In the data, extract each line that holds the string "center".
───── Excerpted records
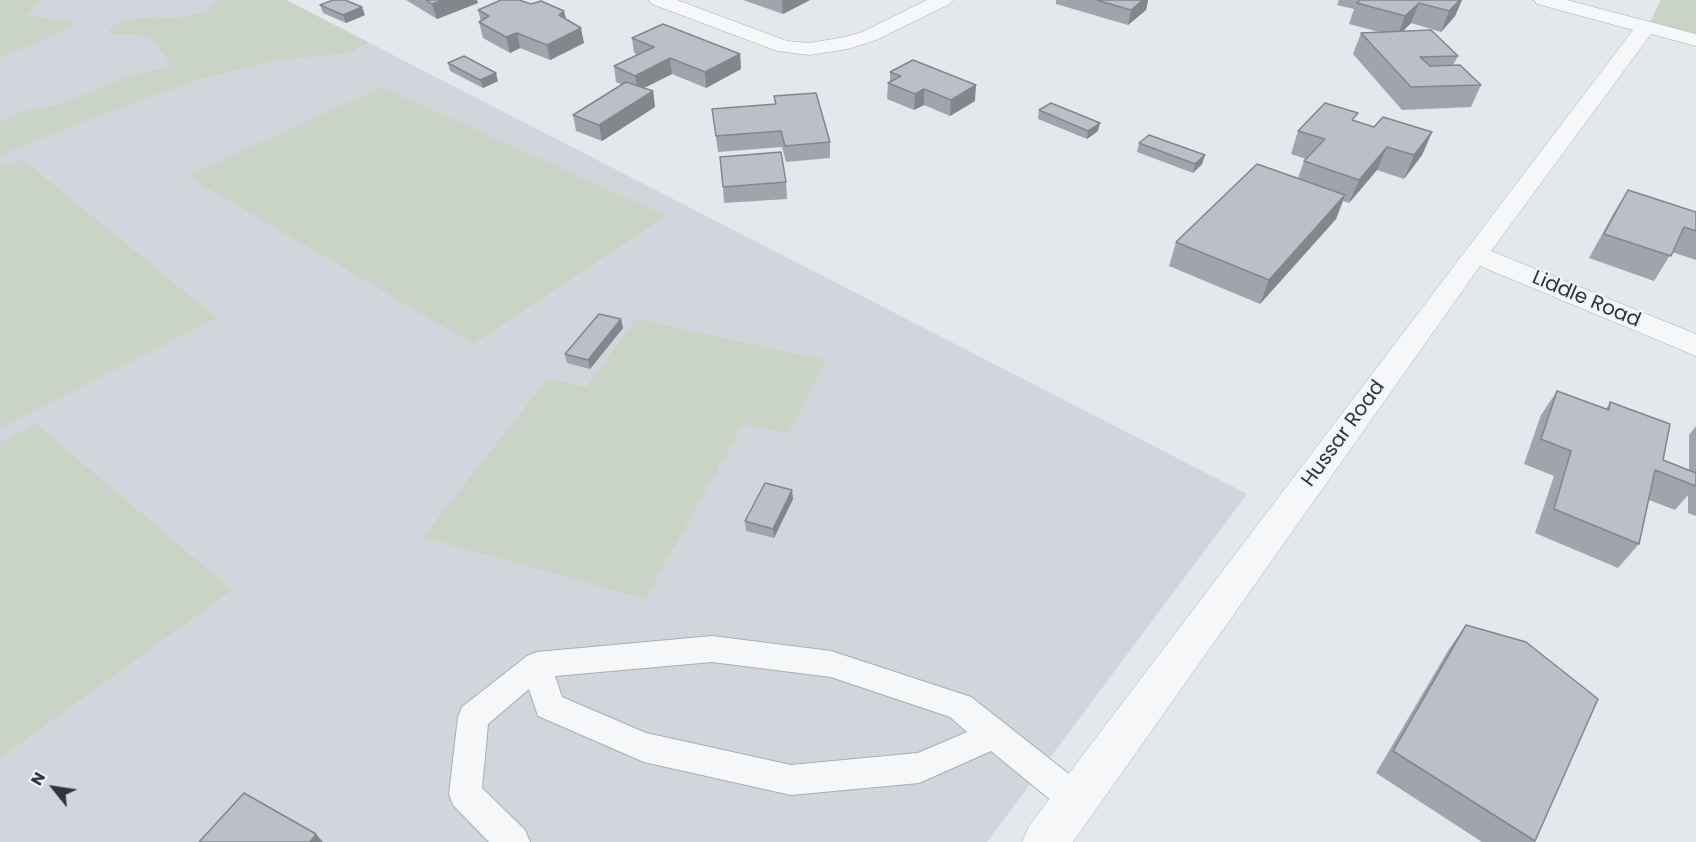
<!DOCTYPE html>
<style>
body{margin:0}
#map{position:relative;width:1696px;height:842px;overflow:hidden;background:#e4e7eb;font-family:Poppins,sans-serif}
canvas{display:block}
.north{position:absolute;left:24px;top:758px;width:60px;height:60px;-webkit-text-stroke:4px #f3f5f8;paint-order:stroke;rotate:300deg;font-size:16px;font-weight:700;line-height:24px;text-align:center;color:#2d3542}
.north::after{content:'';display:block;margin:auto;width:21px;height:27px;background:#2d3542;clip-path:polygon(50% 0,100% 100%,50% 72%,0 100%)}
</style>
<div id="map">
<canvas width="1696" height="842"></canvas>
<div class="north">N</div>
</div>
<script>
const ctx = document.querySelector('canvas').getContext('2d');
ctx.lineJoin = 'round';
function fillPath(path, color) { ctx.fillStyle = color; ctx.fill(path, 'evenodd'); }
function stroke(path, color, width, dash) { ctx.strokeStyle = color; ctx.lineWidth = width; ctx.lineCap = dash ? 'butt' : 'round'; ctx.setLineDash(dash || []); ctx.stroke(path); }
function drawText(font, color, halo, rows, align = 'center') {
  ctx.font = font + ' Poppins,sans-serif'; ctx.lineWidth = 4.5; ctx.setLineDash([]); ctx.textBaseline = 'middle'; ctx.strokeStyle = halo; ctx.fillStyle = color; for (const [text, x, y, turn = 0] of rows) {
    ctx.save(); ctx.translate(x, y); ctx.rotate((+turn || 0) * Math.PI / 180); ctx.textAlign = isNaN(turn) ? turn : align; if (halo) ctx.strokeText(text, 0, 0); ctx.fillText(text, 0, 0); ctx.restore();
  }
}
fillPath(new Path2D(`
 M0,0h286l961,494 -260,348h-987z`), '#d2d6dc');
fillPath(new Path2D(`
 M0,0h40l-13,15 41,6 7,5 -75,32z
 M216,0h70l82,42 -18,11 -71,7 -79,19 -124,45 -76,32v-34l17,-9 44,-9 69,-29 41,-8c-18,-33 -22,-33 -59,-33l-4,-5 16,-9 30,-3 22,1 33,-7z
 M1661,0h35v34l-46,-12z
 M382,87l284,129 -193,128 -286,-168z
 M22,159l195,159 -217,110v-261z
 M636,319l190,41 -38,74 -45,-10 -98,175 -222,-62 125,-159 38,9z
 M35,423l197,167 -232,168v-315z`), '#c9d4c6');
const lane = new Path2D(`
 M712,636l119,15 140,46 117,92 4,11 -4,11 -12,5 -12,-5 -73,-60 -72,32 -128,12 -147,-33 -106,-46 -9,-27 -41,35 -6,64 43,42 5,12h-41l-36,-37 -4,-11 9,-77 4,-10 65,-51 10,-4zM712,662l119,15 119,40 17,15 -49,21 -127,12 -145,-32 -84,-36 -7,-21z`);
const street = new Path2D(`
 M649,0h28l110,41 22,2 36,-6 17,-5 65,-32h26l-3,4 -74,36 -28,9 -39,6 -32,-4 -125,-47z
 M1534,0h33l129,34v12l-45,-12 -160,217 205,83v22l-216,-90 -407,576h-51l7,-16 604,-796 -96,-26z`);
stroke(lane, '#a9aeb5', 2);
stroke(street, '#a9aeb5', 1);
fillPath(lane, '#f6f7f9');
fillPath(street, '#f6f7f9');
fillPath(new Path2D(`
 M406,0h71l1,3 -41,16z
 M743,0h67l-27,14z
 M1056,0h92l-2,10 -18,15 -72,-21z
 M1339,0h123l-7,16 -14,16 -30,-9 -8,8 55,25 -5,9 28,20 -10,22 -69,3 -49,-56 8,-21 18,-1 -30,-8 5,-15 -17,-4z
 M531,4l33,7 2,8 18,24 -34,17 -30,-12 -10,5 -27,-15 -4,-16 2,-1 -3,-11z
 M320,5l45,10 -19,8 -23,-10z
 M632,38l108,16 1,15 -35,19 -34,-14 -28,14 9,3 2,16 -53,34 -26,-10 -3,-16 50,-30 -7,-3 -2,-16 24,-11 -4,-2z
 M448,63l50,18 -15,7 -33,-17z
 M890,72l85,29 -25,15 -26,-11 -10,5 -27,-11 1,-16 2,-2z
 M774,96l56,46v16l-44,4 -4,-15 -64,5 -6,-43 63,-5z
 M1039,110l59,21 -11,8 -49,-20z
 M1355,121l19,6 58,5 -10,23 -18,24 -27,-9 -28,33 -6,-2 -7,18 -76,85 -91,-38 7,-24 122,-64 6,-17 2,-2 -15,-5 7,-23z
 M1139,143l66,12 -3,9 -9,9 -56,-21z
 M786,182l1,17 -63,4 -1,-16z
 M1628,190l68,22v48l-24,-8 -18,29 -65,-23 24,-44z
 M621,319l2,9 -33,41 -23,-6 -2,-9z
 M1557,391l49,18 4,-7 53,58 26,10v-35l7,-9v90l-8,-3v-18l-13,15 -26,-10 -10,44 -21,24 -83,-35 19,-57 -30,-12 17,-49z
 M793,499l-19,39 -28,-7 -1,-10z
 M1466,625l69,216 -1,1h-52l-106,-69 73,-124z`), '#a1a5ab');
fillPath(new Path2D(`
 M443,0h34l1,3 -41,16 -5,-15z
 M782,0h28l-27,14z
 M1143,0h5l-2,10 -18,15 3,-15z
 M1460,0h2l-7,16 -14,16 8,-21z
 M1419,3l-8,20 -14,14 8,-21z
 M362,7l3,8 -19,8 -3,-8z
 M564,11l3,15 -8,-11z
 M581,28l3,15 -34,17 -3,-15z
 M517,33l3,15 -10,5 -4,-16z
 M740,54l1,15 -35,19 -1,-16z
 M670,58l2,16 -34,17 -3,-15z
 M496,73l2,8 -15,7 -3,-8z
 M976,85l-1,16 -25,15 1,-16z
 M924,89v16l-10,5 1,-16z
 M653,91l2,16 -53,34 -3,-16z
 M1100,123l-2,8 -11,8 1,-8z
 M1432,132l-10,23 -18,24 10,-24z
 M1387,147l-10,23 -28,33 10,-23z
 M1205,155l-3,9 -9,9 2,-9z
 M1345,195l-9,24 -76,85 9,-24z
 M621,319l2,9 -33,41 -2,-9z
 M792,490l1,9 -19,39 -1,-9z
 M316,834l7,8h-13z`), '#83868b');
const building = new Path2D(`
 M333,0h12l17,7 -19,8 -23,-10z
 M426,0h17l-11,4z
 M501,0h18l12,4 10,-3 23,10 -5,4 22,13 -34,17 -30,-12 -11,4 -27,-15 10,-6 -11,-6z
 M1096,0h47l-12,10z
 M1360,0h100l-11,11 -30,-8 -14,13 -48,-13z
 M663,24l77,30 -35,18 -35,-14 -35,18 -21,-10 40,-19 -22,-9z
 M1431,30l27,26 -38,1 10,9 30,-1 21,20 -70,2 -50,-54z
 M464,56l32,17 -16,7 -32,-17z
 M913,60l63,25 -25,15 -27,-11 -9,5 -27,-11 13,-7 -11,-4z
 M626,82l27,9 -54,34 -26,-10z
 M816,93l14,49 -45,4 -4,-15 -65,5 -4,-27 64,-5 -2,-8z
 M1051,103l49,20 -12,8 -49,-21z
 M1325,103l33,10 -6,7 22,7 9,-10 49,15 -18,23 -27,-8 -28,33 -55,-19 21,-22 -27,-8z
 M1149,135l56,20 -10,9 -56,-21z
 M781,152l5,30 -63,5 -3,-30z
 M1257,164l88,31 -76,85 -93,-38z
 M1628,190l68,22v19l-12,-4 -13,29 -67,-22z
 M599,314l22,5 -33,41 -23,-6z
 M1557,391l52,19 1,-8 60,22 -7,36 33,13v13l-41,-16 -16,74 -85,-35 17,-58 -30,-12z
 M765,483l27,7 -19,39 -28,-8z
 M1466,625l60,17 72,57 -63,142 -142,-90z
 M244,793l72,41 -6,8h-111z`);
fillPath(building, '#bbc0c7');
stroke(building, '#83868b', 1.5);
drawText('20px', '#2d3542', '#f3f5f8', [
 ["Liddle Road",1586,300,23],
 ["Hussar Road",1344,434,-54]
]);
</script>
──────────
→ Exercise response:
.north{position:absolute;left:24px;top:758px;width:60px;height:60px;-webkit-text-stroke:4px #f3f5f8;paint-order:stroke;rotate:300deg;font-size:16px;font-weight:700;line-height:24px;text-align:center;color:#2d3542}
function drawText(font, color, halo, rows, align = 'center') {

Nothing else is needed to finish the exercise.